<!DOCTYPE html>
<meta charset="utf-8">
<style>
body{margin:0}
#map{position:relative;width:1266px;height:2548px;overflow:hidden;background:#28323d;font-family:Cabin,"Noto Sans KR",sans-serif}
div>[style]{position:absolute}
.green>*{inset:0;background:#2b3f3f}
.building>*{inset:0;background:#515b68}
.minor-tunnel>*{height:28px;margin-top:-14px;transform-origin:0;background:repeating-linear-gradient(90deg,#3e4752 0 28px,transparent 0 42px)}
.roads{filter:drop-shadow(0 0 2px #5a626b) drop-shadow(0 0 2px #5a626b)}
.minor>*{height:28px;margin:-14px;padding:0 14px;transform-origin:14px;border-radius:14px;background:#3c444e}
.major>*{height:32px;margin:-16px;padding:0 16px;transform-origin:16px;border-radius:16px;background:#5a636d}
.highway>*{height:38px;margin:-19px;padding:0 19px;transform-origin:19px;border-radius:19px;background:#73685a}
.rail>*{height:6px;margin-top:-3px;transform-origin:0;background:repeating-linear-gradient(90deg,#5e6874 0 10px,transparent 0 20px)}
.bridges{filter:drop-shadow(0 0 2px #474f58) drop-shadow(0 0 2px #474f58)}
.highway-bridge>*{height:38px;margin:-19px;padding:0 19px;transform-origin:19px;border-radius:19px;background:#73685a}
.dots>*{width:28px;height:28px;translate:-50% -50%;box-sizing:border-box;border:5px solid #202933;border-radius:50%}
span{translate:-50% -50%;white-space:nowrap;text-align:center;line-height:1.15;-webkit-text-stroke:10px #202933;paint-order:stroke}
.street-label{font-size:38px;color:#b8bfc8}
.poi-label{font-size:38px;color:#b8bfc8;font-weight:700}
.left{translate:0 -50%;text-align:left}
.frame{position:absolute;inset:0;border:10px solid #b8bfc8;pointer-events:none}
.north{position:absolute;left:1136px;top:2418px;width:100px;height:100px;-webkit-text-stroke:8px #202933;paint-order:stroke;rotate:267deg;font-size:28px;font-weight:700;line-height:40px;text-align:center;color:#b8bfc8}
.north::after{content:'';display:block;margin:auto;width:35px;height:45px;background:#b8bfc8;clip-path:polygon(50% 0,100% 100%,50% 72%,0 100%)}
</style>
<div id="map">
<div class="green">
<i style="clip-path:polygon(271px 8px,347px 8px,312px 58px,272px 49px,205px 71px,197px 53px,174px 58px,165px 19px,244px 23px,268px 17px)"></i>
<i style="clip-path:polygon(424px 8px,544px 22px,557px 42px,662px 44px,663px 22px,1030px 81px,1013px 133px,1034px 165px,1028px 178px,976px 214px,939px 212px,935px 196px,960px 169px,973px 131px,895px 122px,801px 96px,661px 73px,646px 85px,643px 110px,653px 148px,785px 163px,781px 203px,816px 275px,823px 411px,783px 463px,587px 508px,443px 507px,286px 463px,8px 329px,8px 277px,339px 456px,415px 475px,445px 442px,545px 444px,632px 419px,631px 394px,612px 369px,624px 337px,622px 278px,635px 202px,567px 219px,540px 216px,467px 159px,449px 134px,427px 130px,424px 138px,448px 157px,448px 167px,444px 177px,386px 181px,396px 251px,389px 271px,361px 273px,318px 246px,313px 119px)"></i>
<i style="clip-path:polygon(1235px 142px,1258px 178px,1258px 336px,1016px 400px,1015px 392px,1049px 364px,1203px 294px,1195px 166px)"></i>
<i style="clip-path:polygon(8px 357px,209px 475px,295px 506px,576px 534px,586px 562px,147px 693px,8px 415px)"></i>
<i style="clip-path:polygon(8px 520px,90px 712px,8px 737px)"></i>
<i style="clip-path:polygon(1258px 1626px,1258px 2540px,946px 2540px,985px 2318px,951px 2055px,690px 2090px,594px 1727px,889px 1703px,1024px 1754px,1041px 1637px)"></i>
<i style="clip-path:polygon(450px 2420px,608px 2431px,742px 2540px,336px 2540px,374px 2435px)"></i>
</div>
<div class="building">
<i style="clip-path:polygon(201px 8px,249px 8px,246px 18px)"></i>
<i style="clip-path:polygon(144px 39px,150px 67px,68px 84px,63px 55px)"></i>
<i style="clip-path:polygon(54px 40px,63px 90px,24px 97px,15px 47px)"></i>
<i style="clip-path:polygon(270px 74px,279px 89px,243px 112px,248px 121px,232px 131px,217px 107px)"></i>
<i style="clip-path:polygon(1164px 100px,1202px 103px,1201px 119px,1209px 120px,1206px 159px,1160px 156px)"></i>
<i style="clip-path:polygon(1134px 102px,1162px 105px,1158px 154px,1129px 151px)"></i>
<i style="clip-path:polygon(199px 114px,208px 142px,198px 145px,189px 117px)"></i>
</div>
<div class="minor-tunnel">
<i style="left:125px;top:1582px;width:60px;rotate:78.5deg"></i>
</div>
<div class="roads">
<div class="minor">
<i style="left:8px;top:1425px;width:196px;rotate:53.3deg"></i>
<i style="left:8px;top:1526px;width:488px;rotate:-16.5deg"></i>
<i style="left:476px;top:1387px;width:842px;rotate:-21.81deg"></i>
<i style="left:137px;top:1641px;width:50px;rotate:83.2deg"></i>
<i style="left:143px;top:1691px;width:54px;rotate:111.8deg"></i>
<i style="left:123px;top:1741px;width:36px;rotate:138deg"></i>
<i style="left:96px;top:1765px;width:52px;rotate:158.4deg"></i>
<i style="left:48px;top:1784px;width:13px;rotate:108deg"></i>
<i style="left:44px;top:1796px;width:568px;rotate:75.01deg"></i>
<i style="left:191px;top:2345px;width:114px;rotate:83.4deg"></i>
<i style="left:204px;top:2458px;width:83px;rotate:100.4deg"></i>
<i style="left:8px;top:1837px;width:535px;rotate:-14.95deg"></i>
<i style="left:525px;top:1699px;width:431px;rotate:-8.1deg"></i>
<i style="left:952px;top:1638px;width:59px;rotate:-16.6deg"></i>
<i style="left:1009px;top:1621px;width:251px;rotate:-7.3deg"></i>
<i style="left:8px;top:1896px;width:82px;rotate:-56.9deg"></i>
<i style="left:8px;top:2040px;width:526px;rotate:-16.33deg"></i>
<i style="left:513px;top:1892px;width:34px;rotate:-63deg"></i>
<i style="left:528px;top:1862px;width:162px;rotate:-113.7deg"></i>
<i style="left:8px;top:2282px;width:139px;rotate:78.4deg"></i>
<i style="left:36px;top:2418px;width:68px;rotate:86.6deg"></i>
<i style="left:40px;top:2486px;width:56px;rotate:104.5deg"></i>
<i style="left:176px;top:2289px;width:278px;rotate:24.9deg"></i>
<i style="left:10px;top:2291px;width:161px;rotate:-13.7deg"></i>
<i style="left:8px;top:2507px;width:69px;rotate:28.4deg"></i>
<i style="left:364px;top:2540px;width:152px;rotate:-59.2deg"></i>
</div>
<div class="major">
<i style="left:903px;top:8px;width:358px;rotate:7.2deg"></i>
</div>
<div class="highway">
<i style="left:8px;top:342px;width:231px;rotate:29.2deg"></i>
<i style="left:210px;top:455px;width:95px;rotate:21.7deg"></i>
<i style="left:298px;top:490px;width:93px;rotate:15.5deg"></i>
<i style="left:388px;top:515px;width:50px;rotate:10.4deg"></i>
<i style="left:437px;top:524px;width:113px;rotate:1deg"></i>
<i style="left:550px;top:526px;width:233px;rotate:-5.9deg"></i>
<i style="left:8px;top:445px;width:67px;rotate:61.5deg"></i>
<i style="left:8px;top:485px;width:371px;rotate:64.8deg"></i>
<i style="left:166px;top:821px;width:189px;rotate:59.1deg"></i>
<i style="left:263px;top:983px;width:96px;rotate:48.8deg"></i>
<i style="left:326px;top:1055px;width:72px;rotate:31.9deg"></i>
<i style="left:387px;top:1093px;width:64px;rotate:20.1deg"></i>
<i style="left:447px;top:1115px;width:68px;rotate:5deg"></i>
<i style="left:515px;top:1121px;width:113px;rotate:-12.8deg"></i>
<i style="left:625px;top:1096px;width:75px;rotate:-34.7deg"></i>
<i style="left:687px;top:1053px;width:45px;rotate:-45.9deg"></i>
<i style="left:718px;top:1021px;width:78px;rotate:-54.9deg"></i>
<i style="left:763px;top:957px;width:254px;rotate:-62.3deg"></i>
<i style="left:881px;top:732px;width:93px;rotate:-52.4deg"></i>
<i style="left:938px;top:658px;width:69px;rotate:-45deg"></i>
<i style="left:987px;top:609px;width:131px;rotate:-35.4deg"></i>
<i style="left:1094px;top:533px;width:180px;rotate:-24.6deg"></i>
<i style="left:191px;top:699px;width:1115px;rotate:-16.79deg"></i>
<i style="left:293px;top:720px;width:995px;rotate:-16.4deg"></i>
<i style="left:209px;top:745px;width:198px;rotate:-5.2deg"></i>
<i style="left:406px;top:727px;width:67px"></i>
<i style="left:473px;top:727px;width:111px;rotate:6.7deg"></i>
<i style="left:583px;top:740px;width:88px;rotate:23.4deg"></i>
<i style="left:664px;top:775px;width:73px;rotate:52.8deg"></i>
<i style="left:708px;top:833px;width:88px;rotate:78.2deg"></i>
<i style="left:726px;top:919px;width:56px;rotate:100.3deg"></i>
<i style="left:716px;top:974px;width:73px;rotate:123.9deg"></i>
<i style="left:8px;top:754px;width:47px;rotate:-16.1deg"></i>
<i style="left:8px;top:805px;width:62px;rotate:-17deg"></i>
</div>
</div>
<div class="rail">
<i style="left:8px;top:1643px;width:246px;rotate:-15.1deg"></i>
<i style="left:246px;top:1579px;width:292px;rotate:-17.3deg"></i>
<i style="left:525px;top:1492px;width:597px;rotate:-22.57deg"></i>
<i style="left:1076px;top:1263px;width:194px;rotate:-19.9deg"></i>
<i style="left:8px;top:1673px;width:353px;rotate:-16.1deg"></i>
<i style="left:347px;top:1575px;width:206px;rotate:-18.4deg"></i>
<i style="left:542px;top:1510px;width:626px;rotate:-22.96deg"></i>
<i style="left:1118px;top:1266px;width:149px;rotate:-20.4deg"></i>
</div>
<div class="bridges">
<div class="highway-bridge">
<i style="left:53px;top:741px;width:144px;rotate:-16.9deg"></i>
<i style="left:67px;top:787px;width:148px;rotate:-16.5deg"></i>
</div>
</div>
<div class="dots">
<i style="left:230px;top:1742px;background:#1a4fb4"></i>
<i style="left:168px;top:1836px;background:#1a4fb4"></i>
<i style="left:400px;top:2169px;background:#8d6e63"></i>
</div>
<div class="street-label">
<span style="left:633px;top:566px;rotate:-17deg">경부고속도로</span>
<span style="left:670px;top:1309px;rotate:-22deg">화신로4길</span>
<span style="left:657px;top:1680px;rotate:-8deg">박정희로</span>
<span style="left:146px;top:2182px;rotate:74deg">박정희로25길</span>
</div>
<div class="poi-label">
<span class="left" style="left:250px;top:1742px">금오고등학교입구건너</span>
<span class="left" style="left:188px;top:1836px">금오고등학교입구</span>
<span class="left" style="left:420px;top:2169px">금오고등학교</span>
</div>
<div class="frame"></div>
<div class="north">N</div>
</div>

▶ **WORK REQUEST**
Starting from the first line of the records above, retype each line exactly up to and including the one that contains "2px #5a626b) drop-shadow(0", and nothing more.

▶ **EXERCISE ANSWER**
<!DOCTYPE html>
<meta charset="utf-8">
<style>
body{margin:0}
#map{position:relative;width:1266px;height:2548px;overflow:hidden;background:#28323d;font-family:Cabin,"Noto Sans KR",sans-serif}
div>[style]{position:absolute}
.green>*{inset:0;background:#2b3f3f}
.building>*{inset:0;background:#515b68}
.minor-tunnel>*{height:28px;margin-top:-14px;transform-origin:0;background:repeating-linear-gradient(90deg,#3e4752 0 28px,transparent 0 42px)}
.roads{filter:drop-shadow(0 0 2px #5a626b) drop-shadow(0 0 2px #5a626b)}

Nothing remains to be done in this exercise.